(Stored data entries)

- - - -

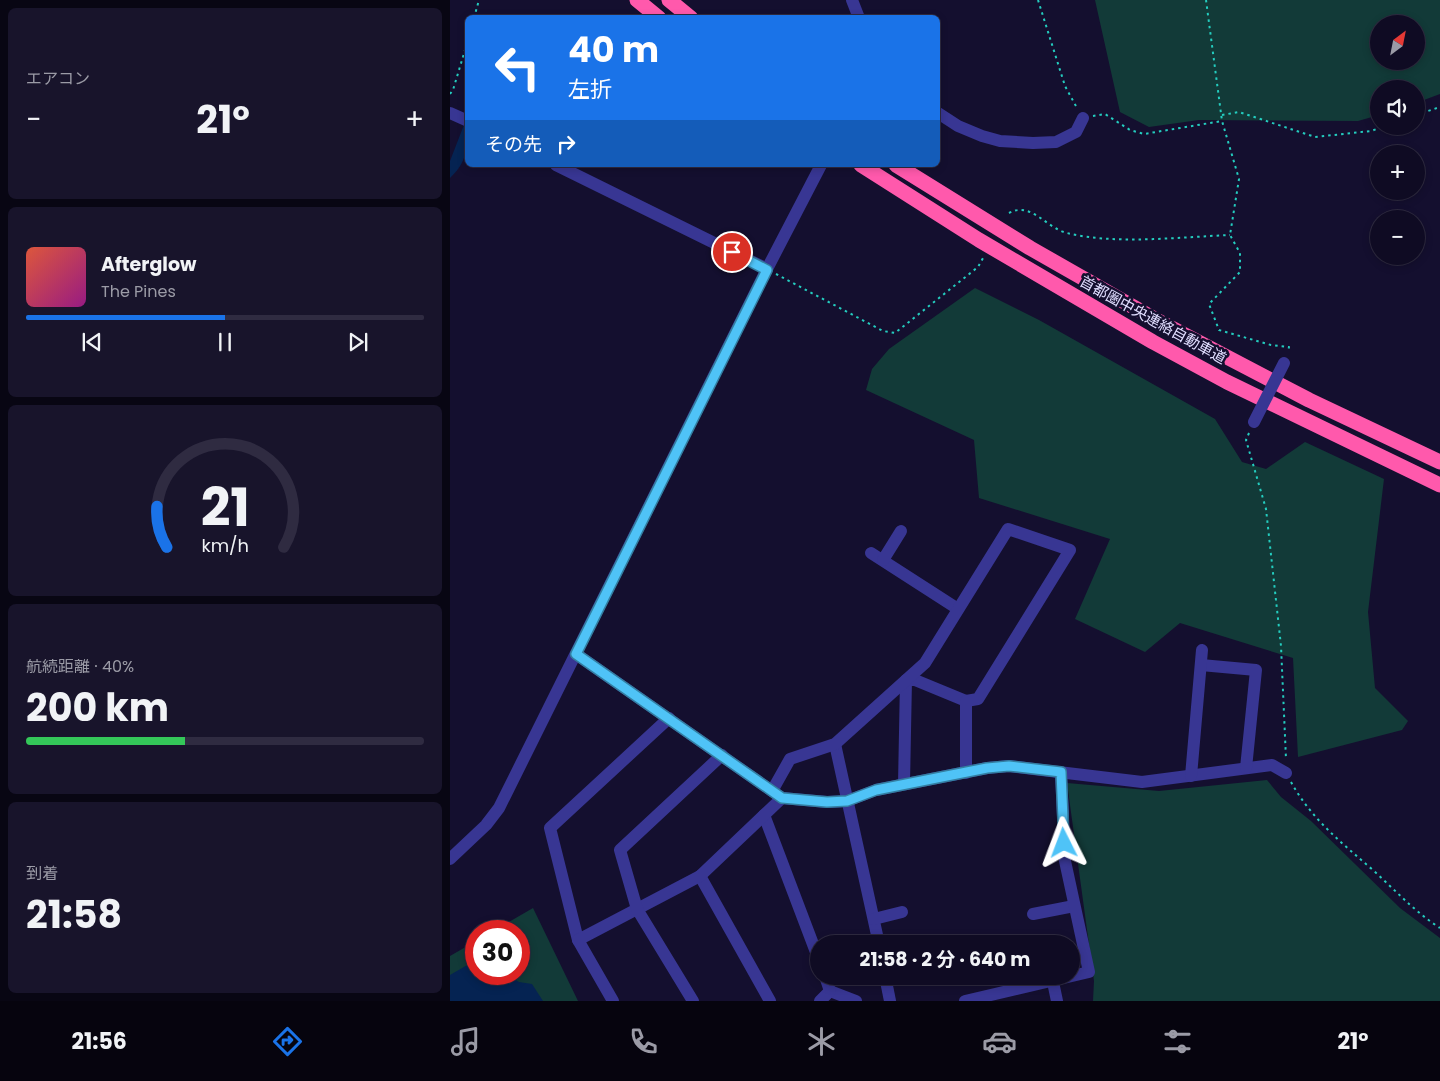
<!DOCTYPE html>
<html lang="ja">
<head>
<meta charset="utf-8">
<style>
  body { margin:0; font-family:Poppins,"Noto Sans JP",sans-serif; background:#18142b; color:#f1f3f6; height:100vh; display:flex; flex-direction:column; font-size:19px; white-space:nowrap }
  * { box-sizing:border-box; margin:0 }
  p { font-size:16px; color:#9b9ba6 }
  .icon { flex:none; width:28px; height:28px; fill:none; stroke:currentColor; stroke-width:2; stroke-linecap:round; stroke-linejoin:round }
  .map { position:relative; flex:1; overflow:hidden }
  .sheet { display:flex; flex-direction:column; gap:8px; padding:8px; background:#080613; width:450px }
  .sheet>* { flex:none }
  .banner { position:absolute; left:15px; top:15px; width:475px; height:152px; border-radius:8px; box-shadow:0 2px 8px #0003,0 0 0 1px #2f2b41; background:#1a73e8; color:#fff; overflow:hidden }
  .needle { width:32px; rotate:32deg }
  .fabs { position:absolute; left:920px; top:15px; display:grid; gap:10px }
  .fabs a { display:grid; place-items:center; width:55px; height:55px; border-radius:50%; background:#0f0b23; box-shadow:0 2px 8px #0003,0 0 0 1px #2f2b41; font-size:25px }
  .speed { position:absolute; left:15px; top:920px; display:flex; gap:10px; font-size:25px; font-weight:700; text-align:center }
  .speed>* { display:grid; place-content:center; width:65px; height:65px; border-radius:50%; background:#0f0b23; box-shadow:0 2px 8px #0003,0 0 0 1px #2f2b41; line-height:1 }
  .speed .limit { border:8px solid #d22; background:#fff; color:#111 }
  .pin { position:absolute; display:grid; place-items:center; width:42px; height:42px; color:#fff; margin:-21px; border:2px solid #fff; border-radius:50%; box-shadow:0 1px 5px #0007 }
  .me { position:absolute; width:55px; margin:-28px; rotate:357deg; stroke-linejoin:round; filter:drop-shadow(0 0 4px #0008) }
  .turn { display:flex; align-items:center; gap:18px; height:105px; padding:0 20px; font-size:22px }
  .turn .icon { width:65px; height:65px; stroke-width:2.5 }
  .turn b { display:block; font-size:35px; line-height:42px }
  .then { display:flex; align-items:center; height:48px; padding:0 20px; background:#0003; gap:10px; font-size:19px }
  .big { font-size:38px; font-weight:700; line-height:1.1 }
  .sheet .card { flex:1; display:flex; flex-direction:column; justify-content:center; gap:8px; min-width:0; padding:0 18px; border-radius:8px; background:#18142b }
  .sheet .dial { align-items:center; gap:0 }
  .dial svg { height:130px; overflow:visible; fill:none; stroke:#2f2b41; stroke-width:7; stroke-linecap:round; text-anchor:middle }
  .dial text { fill:#f1f3f6; stroke:none }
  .song { display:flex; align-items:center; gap:15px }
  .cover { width:60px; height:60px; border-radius:8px; background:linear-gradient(135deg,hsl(10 70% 55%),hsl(310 70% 35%)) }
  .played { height:5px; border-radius:2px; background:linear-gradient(90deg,#1a73e8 50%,#2f2b41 50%) }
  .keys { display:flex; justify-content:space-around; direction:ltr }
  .heat { display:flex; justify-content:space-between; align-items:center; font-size:28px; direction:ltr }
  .charge { height:8px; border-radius:4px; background:linear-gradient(90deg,#34c759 40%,#2f2b41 0) }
  .trip { position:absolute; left:360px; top:935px; width:270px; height:50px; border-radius:25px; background:#0f0b23; box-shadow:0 2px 8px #0003,0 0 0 1px #2f2b41; font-weight:700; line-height:50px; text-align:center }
  .menu { display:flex; height:80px; justify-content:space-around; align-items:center; background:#06040e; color:#9b9ba6 }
  .menu .icon { width:35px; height:35px }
  .menu .on { color:#1a73e8 }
  .menu b { font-size:22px; color:#f1f3f6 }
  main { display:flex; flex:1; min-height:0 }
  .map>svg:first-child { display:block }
  .green { fill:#123a38; fill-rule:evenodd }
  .water { fill:#052352 }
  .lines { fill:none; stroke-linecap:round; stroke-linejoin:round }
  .path { stroke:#24cdbf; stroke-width:2; stroke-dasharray:2.5 4; stroke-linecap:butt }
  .street { stroke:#383693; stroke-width:12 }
  .highway { stroke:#ff59ac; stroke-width:15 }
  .street-bridge { stroke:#383693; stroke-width:12 }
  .route-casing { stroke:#337fa1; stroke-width:12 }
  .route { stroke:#4fc3f7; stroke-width:9 }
  .labels { text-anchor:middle; stroke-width:5; stroke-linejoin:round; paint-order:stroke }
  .street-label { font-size:15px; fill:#e1deff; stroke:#140f2f }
</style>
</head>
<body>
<main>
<section class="sheet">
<div class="card"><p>エアコン</p>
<div class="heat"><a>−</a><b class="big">21°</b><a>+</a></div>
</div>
<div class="card">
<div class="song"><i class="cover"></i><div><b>Afterglow</b><p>The Pines</p></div></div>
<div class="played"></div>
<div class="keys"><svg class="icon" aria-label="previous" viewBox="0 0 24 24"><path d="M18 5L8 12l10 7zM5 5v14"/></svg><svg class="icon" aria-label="pause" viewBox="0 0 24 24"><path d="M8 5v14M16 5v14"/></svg><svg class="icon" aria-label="next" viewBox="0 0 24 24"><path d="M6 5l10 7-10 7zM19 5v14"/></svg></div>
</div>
<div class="card dial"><svg viewBox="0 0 100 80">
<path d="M14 69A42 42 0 1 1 86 69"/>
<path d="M14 69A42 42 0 0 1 8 44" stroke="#1a73e8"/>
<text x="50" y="56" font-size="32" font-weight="700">21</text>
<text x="50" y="72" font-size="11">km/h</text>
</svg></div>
<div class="card"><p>航続距離 · 40%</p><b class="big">200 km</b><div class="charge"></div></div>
<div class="card"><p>到着</p><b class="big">21:58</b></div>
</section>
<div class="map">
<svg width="990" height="1001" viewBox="0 0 990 1001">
  <rect width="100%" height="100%" fill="#140f2f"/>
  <g class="green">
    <path d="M645,0h345v94l-24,9v-14h-37v26l-21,6 -159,-1 -50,7 -29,-15zM929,24h37v37h-37z"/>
    <polygon points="525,288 589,320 765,419 792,462 816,469 855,442 934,479 918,612 925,688 958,721 952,730 848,757 843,658 730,623 695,652 625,619 660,539 529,498 524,440 416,390 422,369 439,349"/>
    <polygon points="817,780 831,797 861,821 950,908 990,938 990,1001 643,1001 644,981 617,783 709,791"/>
    <polygon points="83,908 128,1001 0,1001 0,956 26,941 26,974 69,974 69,931 43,931"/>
  </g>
  <g class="water">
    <path d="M17,117c0,25 3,43 -17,61v-17z"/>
    <polygon points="26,960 26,974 56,974 69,982 82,984 93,1001 0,1001 0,975"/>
  </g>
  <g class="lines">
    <g class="path">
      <polyline points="588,0 615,86 627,108"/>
      <polyline points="756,0 772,121 789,179 780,235 790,253 790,272 759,304 769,330 821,345 839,347 838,351"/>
      <polyline points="24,18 29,0"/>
      <polyline points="0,94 3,90 18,40"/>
      <polyline points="772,115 789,112 865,137 921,131 935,126"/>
      <polyline points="966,115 990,107"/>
      <polyline points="643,116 655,114 680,130 694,134 772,121"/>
      <path d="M559,213c22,-12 37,15 58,20 48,12 113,4 163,2"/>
      <polyline points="326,274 433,331 445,333 528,267 533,258"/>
      <polyline points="799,433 796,440 816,509 831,646 836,759"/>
      <path d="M841,782c21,38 51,61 83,89 22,20 41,41 66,57"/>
    </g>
    <g class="street">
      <polyline points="402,0 409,18"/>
      <polyline points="0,113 18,121"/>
      <polyline points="488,113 508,126 532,136 550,141 583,143 606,142 626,132 633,118"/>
      <polyline points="106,165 317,269"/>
      <polyline points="421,553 508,609"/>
      <polyline points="433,560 451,531"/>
      <polyline points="126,654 332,798 377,802 397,801 426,790 537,768 559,766 692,782 822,765 836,773"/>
      <polyline points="751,665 806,670 796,768"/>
      <polyline points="385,744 429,944"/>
      <polyline points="741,776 752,650"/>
      <polyline points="454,784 456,680 465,680 516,701"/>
      <polyline points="322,791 340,759 385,744 475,663 558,529 620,550 528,699 516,701 516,773"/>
      <polyline points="314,815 369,960"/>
      <polyline points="0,859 36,825 49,808 317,269 371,165"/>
      <polyline points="250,876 320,1001"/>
      <polyline points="583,914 624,906"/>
      <polyline points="424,919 452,912"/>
      <polyline points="128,940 100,828 219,718"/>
      <polyline points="375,976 380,991 406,1001"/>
      <polyline points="435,976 440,1001"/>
      <polyline points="603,982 607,1001"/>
      <polyline points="163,1001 128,940 250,876 332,798"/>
      <polyline points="243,1001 187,909 170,850 272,755"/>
      <polyline points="370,1001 380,991"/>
      <polyline points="515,1001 639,972 615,861 611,773"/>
    </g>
    <g class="highway">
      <polyline points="187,0 209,18"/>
      <polyline points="219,0 241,18"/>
      <polyline points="411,165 529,240 703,342 777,382 990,485"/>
      <polyline points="446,165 580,248 708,321 859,400 990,462"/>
    </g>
    <polyline class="street-bridge" points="804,422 834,363"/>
  </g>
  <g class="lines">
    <g class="route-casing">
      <polyline id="route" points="282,252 317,270 126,654 332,798 377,802 397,801 426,790 537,768 559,766 611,772 614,843"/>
    </g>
    <use href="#route" class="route"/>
  </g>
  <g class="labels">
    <g class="street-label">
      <text transform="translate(703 320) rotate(29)" y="5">首都圏中央連絡自動車道</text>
    </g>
  </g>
</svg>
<div class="fabs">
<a><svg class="needle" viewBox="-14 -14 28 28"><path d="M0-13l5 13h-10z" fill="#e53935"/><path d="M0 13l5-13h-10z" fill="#9b9ba6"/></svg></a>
<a><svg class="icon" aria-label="sound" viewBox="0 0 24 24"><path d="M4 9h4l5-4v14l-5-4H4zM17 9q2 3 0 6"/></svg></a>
<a>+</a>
<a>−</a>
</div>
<div class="speed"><div class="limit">30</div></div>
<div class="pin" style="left:282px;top:252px;background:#d93025"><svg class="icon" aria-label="arrive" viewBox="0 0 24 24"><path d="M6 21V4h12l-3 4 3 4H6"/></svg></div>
<svg class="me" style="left:614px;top:843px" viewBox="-20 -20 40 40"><path d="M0-17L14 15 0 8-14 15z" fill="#4fc3f7" stroke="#fff" stroke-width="4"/></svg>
<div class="trip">21:58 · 2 分 · 640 m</div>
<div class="banner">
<div class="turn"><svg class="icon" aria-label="left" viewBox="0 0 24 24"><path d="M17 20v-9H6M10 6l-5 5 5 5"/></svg><div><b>40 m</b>左折</div></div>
<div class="then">その先<svg class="icon" aria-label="right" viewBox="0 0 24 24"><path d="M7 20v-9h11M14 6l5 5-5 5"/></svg></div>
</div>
</div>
</main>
<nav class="menu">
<b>21:56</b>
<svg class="icon on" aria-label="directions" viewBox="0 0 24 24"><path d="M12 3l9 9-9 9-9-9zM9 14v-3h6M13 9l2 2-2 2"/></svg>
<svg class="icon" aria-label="music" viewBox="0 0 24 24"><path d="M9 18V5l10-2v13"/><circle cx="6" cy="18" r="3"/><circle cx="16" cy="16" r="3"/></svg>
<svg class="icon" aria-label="phone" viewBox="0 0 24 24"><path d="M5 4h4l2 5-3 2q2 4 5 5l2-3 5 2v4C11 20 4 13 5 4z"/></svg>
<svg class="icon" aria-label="climate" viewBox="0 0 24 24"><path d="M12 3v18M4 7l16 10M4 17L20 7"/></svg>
<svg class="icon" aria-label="car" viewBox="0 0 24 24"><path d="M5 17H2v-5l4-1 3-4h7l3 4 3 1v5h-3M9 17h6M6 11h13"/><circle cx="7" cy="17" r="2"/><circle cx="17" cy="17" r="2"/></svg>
<svg class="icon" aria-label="filters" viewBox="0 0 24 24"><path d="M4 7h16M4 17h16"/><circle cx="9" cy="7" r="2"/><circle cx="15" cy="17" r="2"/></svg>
<b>21°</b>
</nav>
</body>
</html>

- - - -

Word for word, repeat the lines from the one holding "<b>21:56</b>" through the last line of the entries, both included.

#### [SOLUTION]
<b>21:56</b>
<svg class="icon on" aria-label="directions" viewBox="0 0 24 24"><path d="M12 3l9 9-9 9-9-9zM9 14v-3h6M13 9l2 2-2 2"/></svg>
<svg class="icon" aria-label="music" viewBox="0 0 24 24"><path d="M9 18V5l10-2v13"/><circle cx="6" cy="18" r="3"/><circle cx="16" cy="16" r="3"/></svg>
<svg class="icon" aria-label="phone" viewBox="0 0 24 24"><path d="M5 4h4l2 5-3 2q2 4 5 5l2-3 5 2v4C11 20 4 13 5 4z"/></svg>
<svg class="icon" aria-label="climate" viewBox="0 0 24 24"><path d="M12 3v18M4 7l16 10M4 17L20 7"/></svg>
<svg class="icon" aria-label="car" viewBox="0 0 24 24"><path d="M5 17H2v-5l4-1 3-4h7l3 4 3 1v5h-3M9 17h6M6 11h13"/><circle cx="7" cy="17" r="2"/><circle cx="17" cy="17" r="2"/></svg>
<svg class="icon" aria-label="filters" viewBox="0 0 24 24"><path d="M4 7h16M4 17h16"/><circle cx="9" cy="7" r="2"/><circle cx="15" cy="17" r="2"/></svg>
<b>21°</b>
</nav>
</body>
</html>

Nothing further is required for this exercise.